Professor Hugh Possingham featured in Sydney Morning Herald – why is Australia a global leader in wildlife extinctions?

Why are plant and animal species in Australia becoming extinct as fast as ever. Why is it happening? And what would it take to reverse the decline?

In this article, Chair of the Environment Institute Board, Professor Possingham speaks of the devastation caused to flora and fauna since colonisation occurred in Australia. The country has lost 34 mammals, which is about the same number as the rest of the world combined over the past 200 years.

Australia has the second-largest number of endemic species found nowhere else in the world. Some other countries, have a greater number of species overall but, in terms of unique wildlife, Australia is near to the top.

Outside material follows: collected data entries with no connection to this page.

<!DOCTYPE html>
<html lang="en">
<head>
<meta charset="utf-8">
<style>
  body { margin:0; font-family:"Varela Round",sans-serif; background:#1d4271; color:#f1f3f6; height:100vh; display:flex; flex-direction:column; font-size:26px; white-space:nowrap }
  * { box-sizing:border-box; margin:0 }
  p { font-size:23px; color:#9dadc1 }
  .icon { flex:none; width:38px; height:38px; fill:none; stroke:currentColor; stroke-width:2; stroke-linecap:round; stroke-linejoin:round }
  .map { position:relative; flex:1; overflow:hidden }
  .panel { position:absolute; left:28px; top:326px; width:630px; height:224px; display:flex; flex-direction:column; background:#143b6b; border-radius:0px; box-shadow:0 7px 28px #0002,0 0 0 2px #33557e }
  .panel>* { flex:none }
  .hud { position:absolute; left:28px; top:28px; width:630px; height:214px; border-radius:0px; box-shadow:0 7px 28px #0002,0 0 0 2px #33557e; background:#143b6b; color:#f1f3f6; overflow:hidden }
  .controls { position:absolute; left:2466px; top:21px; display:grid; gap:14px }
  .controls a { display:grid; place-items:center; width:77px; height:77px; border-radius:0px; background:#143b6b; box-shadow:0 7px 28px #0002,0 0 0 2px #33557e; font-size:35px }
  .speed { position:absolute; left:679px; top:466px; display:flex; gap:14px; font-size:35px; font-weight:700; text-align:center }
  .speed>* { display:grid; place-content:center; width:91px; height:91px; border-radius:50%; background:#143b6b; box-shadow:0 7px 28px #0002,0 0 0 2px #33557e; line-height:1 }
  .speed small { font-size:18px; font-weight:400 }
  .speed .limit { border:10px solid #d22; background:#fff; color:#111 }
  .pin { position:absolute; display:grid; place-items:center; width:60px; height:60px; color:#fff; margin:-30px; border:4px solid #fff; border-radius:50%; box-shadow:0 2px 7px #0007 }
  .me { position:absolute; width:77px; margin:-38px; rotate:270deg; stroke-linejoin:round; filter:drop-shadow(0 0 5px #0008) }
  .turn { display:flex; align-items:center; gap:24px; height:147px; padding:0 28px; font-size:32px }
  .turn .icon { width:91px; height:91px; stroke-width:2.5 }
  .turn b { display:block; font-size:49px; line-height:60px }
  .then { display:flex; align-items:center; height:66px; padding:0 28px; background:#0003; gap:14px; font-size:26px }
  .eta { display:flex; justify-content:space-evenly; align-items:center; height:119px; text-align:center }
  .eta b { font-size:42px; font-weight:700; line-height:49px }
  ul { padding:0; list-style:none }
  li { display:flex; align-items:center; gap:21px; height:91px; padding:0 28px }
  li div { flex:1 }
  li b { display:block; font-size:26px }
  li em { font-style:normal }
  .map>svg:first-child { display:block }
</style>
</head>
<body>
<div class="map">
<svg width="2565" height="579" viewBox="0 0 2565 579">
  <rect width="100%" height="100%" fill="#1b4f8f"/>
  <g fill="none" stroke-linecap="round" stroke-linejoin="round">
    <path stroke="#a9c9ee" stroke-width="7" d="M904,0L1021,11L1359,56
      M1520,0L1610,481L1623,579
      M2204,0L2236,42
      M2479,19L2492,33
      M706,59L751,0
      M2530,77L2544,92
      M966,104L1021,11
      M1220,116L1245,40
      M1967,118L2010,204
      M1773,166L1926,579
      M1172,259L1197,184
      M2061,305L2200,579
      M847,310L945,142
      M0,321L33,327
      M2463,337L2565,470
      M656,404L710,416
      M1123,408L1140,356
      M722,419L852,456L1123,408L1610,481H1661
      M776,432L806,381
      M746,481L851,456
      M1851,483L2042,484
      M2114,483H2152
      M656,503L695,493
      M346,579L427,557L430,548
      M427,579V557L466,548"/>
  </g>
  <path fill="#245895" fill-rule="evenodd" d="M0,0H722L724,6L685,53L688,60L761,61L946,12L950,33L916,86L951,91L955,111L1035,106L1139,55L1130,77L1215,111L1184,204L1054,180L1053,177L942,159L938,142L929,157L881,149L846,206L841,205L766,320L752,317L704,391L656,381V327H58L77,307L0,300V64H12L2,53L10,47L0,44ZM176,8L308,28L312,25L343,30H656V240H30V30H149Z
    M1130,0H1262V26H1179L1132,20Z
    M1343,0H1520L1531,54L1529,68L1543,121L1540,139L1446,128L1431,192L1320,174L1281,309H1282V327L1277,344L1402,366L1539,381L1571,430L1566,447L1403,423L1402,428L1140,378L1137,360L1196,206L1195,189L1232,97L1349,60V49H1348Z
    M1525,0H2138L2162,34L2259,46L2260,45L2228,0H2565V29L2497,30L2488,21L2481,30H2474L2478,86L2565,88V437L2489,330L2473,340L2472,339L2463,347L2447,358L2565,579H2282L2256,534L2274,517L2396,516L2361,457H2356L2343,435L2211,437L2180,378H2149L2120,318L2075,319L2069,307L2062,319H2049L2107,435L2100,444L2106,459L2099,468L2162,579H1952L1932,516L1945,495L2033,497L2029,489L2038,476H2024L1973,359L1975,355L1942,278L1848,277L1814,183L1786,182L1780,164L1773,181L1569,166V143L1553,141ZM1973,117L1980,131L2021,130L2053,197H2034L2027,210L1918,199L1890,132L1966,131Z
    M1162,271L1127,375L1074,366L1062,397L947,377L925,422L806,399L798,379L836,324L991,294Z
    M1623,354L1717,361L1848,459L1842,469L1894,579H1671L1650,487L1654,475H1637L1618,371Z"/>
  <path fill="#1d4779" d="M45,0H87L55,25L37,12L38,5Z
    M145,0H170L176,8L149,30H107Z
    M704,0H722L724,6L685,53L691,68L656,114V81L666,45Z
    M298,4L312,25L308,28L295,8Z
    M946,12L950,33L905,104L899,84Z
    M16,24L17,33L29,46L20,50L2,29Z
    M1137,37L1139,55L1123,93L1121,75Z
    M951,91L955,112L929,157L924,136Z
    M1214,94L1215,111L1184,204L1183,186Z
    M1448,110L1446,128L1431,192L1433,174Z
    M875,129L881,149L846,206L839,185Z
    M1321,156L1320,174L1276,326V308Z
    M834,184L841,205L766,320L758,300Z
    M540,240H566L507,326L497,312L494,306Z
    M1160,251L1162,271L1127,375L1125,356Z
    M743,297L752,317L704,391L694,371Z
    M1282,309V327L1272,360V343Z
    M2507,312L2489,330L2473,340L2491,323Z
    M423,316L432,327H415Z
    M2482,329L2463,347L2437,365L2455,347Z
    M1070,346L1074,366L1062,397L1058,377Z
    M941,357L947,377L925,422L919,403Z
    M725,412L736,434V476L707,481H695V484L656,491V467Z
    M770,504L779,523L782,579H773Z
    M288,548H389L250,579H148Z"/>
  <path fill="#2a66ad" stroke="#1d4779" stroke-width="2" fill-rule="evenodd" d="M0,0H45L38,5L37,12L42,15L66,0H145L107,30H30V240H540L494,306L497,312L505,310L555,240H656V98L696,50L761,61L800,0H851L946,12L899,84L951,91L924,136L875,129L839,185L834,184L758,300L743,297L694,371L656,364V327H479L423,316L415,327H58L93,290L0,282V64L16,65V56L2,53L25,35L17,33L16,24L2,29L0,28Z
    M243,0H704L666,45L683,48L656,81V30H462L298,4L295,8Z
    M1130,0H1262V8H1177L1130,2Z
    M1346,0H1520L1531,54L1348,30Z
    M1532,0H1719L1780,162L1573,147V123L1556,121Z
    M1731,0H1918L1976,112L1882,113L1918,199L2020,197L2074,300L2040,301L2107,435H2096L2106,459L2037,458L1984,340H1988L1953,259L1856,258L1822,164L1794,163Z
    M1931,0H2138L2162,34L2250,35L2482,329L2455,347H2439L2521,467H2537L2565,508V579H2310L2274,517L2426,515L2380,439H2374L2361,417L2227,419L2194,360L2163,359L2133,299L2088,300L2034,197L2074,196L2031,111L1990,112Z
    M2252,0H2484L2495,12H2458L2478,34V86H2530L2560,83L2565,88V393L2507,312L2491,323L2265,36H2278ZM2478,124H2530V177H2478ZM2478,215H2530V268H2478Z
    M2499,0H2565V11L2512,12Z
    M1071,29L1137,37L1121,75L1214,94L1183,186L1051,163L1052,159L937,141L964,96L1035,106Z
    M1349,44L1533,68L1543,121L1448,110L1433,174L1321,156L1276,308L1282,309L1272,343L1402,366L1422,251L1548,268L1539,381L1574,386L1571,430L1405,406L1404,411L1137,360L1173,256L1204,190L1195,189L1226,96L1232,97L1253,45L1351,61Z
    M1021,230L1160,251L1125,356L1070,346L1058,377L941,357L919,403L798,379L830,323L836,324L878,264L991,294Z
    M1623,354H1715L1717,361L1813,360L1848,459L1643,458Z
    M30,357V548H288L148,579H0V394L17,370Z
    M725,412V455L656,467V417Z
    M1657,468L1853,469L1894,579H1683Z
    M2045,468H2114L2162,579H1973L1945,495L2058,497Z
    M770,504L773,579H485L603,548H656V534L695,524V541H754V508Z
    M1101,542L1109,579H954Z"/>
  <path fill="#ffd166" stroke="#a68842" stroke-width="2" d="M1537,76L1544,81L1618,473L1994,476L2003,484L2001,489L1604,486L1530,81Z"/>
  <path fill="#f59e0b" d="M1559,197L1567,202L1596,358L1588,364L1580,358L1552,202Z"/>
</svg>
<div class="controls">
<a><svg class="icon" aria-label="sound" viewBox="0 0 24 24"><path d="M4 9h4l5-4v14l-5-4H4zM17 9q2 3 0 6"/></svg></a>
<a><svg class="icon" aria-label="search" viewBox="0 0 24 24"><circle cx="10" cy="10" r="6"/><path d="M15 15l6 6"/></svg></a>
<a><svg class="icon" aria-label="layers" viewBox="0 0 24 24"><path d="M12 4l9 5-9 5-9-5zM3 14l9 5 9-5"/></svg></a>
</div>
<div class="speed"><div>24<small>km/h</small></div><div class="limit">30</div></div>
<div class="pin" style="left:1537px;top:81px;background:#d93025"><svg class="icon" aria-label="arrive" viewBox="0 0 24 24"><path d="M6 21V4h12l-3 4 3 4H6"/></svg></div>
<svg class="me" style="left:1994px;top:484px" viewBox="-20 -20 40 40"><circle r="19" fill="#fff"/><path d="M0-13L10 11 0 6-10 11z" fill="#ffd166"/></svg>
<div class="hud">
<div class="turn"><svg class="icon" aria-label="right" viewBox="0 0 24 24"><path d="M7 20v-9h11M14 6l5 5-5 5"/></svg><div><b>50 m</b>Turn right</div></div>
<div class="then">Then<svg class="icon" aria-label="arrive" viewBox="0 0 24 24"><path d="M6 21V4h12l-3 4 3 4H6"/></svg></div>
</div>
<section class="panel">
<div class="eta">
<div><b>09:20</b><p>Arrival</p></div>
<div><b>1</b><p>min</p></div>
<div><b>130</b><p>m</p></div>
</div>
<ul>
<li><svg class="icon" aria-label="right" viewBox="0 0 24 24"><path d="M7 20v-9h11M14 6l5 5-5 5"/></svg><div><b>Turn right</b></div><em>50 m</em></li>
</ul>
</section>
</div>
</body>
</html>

“We have just about the most responsibility for global biodiversity, more than for the US, or any other European country. And, even though we don’t have the most mammal species, we have had more mammal extinctions than any other country,” said eminent ecologist Professor Hugh Possingham.

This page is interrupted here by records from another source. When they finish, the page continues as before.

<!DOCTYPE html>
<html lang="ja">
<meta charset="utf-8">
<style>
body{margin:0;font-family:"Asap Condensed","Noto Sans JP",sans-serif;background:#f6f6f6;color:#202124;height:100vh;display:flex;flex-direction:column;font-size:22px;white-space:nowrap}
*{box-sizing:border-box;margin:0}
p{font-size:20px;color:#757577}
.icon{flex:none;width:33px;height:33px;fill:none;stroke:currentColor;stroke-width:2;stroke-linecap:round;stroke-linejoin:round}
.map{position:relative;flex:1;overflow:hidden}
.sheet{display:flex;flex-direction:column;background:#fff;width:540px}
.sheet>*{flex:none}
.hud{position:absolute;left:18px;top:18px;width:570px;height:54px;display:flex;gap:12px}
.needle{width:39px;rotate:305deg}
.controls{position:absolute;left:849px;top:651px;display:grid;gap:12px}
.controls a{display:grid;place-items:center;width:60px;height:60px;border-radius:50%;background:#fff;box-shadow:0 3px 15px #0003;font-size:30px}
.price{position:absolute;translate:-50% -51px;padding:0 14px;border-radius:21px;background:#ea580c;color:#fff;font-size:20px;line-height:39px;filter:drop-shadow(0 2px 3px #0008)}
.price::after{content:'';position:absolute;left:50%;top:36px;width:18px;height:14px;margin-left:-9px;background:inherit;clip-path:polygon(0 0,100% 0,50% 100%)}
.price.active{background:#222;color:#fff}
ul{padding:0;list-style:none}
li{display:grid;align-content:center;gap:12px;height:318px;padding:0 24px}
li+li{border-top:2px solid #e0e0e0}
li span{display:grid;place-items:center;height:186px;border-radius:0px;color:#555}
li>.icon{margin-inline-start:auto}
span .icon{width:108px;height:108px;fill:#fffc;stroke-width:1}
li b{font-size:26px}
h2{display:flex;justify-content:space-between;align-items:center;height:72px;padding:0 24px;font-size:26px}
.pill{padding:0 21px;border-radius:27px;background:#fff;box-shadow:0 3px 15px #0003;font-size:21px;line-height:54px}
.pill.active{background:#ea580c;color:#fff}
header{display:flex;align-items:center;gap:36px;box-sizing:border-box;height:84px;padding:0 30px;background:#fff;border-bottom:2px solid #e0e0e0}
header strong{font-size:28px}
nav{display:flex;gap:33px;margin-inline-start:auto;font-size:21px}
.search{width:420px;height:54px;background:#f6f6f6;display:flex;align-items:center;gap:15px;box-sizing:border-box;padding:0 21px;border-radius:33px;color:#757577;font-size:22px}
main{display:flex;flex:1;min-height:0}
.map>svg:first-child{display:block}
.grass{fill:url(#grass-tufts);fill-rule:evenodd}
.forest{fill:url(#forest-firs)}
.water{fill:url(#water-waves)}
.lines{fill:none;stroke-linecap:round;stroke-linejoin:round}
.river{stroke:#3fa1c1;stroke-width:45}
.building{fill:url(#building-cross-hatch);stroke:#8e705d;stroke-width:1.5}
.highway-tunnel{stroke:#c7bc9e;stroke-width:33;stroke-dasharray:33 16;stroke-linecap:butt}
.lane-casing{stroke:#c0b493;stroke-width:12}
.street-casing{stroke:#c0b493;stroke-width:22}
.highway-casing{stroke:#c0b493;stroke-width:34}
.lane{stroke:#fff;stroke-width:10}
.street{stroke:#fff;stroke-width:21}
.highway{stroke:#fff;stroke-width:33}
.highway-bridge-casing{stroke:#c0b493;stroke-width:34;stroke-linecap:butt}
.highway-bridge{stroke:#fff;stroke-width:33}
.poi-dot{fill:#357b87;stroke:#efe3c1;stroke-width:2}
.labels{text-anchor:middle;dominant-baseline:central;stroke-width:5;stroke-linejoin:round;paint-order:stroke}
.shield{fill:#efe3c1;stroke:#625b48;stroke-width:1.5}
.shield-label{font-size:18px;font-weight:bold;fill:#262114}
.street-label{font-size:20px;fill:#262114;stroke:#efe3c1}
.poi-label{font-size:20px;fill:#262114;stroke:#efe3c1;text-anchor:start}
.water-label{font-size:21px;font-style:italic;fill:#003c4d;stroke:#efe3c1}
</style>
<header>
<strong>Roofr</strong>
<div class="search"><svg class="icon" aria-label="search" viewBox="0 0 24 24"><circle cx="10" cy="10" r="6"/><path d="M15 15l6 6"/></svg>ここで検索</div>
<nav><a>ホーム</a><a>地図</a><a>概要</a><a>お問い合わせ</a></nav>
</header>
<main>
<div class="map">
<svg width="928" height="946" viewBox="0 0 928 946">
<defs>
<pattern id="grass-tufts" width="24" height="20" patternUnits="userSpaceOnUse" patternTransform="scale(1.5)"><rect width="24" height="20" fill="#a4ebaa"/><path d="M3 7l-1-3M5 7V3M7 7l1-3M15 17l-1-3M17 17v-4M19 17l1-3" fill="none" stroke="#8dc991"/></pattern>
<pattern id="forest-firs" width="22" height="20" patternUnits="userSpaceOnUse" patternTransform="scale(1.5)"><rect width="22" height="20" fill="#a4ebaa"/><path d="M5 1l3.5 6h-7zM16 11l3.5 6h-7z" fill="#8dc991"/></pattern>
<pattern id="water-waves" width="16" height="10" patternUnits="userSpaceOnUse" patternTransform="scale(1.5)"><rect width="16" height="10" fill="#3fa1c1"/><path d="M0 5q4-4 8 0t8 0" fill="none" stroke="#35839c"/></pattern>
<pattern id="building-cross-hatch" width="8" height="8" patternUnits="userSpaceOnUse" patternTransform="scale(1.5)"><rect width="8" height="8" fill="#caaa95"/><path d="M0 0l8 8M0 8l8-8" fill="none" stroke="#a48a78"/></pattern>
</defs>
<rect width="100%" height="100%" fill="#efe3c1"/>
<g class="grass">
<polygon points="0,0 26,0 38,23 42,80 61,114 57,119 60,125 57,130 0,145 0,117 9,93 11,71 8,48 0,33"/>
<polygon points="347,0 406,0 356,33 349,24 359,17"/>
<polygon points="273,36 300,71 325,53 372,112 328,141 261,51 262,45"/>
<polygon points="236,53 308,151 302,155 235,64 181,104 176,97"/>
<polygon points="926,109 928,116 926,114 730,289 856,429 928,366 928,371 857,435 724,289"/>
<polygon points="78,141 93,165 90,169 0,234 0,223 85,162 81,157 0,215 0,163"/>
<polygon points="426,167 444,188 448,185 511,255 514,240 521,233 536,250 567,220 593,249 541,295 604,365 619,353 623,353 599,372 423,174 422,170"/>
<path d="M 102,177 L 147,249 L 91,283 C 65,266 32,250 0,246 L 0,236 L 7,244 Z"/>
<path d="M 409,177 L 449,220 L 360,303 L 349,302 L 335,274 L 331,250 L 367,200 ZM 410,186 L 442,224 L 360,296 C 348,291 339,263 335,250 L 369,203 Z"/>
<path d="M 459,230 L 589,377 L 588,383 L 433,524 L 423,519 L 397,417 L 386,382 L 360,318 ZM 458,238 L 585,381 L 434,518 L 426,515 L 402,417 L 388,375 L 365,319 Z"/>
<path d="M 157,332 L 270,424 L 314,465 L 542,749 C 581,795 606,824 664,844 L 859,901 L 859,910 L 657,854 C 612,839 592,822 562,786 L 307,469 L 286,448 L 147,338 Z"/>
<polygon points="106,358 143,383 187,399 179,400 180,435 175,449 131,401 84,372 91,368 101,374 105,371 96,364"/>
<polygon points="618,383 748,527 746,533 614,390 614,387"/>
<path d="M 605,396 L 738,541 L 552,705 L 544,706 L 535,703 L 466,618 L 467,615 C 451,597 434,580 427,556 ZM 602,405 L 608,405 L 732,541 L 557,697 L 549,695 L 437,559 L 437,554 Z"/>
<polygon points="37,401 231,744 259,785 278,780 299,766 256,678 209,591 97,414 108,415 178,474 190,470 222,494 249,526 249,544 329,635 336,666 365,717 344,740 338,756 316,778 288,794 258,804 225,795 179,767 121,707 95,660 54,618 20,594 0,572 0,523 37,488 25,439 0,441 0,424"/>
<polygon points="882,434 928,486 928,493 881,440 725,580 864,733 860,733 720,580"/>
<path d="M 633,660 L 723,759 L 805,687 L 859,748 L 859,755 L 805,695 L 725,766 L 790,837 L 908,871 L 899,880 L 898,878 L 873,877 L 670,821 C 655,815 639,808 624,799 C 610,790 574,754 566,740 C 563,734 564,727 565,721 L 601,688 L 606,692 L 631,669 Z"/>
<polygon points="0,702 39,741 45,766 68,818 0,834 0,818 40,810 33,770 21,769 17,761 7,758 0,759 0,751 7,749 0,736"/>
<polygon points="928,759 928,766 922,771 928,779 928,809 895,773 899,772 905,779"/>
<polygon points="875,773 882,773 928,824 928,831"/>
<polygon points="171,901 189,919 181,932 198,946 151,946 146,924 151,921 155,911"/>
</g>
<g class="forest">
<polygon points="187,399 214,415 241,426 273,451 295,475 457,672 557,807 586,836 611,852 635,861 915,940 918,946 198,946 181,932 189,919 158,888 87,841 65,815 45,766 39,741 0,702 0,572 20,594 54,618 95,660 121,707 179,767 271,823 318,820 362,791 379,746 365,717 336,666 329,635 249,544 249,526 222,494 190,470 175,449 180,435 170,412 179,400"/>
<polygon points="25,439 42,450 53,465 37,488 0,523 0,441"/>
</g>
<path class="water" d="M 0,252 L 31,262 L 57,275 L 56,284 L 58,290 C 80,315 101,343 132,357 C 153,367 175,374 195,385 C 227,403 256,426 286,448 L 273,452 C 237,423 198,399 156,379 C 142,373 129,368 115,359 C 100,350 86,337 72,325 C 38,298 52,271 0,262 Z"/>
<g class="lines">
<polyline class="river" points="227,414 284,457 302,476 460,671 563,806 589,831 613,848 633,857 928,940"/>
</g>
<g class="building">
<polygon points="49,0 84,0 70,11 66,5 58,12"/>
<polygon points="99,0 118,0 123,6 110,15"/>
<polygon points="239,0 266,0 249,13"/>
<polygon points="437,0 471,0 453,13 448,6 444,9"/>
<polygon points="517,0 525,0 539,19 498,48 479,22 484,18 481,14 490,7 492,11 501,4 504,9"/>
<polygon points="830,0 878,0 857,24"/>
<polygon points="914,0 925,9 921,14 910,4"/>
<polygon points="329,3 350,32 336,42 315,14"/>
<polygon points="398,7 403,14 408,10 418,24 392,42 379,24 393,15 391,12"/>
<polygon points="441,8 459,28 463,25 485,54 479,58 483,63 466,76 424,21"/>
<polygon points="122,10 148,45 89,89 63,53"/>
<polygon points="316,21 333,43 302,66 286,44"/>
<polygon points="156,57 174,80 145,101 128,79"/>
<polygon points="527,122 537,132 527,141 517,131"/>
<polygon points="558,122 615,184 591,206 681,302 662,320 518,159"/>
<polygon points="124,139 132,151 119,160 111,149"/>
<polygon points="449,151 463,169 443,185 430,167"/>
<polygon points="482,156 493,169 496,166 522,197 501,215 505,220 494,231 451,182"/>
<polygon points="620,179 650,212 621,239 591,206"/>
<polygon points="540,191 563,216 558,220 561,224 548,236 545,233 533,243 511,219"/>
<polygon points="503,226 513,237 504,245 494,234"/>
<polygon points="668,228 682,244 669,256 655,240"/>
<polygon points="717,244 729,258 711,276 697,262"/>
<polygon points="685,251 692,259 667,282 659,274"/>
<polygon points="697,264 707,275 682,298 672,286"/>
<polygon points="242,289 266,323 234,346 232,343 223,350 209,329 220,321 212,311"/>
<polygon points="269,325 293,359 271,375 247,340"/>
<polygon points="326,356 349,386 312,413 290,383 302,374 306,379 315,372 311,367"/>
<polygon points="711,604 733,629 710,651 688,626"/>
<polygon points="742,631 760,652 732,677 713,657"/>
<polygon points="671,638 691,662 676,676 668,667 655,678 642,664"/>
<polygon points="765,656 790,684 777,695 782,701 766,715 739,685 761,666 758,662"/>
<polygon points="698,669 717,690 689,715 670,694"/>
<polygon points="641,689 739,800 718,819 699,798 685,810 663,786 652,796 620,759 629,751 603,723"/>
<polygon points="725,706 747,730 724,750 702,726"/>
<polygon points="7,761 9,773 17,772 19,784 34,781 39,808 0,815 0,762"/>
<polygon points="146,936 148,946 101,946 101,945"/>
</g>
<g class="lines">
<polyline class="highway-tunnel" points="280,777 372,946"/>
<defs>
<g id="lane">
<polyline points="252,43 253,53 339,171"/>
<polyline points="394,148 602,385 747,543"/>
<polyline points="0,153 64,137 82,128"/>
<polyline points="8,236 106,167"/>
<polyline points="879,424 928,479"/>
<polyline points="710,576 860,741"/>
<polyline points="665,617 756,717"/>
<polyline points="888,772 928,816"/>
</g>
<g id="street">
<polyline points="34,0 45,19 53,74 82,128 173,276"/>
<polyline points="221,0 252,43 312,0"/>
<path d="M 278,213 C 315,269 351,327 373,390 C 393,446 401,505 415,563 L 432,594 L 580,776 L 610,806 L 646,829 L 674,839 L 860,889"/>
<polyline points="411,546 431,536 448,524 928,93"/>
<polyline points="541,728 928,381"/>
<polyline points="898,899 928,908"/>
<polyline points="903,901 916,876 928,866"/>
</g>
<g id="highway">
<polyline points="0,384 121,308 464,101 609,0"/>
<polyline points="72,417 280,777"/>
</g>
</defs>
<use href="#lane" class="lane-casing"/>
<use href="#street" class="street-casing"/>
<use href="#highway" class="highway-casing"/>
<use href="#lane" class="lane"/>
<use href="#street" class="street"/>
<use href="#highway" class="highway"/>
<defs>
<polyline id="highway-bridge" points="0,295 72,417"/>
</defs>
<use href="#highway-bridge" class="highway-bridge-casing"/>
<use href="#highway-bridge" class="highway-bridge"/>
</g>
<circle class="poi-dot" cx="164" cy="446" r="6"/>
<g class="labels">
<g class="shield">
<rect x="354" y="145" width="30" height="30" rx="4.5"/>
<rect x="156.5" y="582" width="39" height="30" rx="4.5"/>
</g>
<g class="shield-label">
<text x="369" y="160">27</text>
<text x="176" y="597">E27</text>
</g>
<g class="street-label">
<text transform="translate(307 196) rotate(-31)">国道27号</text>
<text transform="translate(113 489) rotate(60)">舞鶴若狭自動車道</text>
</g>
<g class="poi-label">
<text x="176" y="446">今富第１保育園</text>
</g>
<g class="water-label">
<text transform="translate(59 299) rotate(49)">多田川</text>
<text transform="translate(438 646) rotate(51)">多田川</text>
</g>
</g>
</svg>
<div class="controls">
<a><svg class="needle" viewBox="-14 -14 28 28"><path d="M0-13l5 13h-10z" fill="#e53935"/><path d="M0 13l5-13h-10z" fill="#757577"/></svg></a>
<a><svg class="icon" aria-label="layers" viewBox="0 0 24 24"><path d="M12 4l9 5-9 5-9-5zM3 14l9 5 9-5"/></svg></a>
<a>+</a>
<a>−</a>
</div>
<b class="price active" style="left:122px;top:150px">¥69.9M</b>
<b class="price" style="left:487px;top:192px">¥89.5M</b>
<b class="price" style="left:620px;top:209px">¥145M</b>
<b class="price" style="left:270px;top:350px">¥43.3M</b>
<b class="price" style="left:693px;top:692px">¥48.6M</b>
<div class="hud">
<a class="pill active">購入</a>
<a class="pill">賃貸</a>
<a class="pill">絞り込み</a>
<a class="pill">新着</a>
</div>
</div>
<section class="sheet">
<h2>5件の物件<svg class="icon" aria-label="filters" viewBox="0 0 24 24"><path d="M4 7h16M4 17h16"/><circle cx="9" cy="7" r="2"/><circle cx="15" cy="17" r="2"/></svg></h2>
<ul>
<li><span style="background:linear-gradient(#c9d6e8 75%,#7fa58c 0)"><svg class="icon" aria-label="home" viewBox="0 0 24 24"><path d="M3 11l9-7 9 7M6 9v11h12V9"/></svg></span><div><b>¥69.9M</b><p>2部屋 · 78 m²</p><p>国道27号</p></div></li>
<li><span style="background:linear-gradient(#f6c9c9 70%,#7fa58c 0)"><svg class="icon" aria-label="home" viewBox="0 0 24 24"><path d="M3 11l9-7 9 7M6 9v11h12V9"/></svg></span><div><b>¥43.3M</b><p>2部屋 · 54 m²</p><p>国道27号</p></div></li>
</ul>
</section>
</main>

“We are losing species at a similar rate to what we were 200 years ago and it’s fast, as fast as anywhere on the planet… populations of threatened species are declining at a rate of 1 per cent a year.” said Prof. Possingham.

Australia has 8,128 accepted described species known as chordate, which include vertebrates, as well as 98,703 invertebrates, 24,716 plants, 11,846 fungi and around 4186 in other groups.
Since federal laws were introduced in 1999, the list of threatened species and ecosystems has grown by more than a third – from 1483 to 1974. 37 flora species have been declared extinct.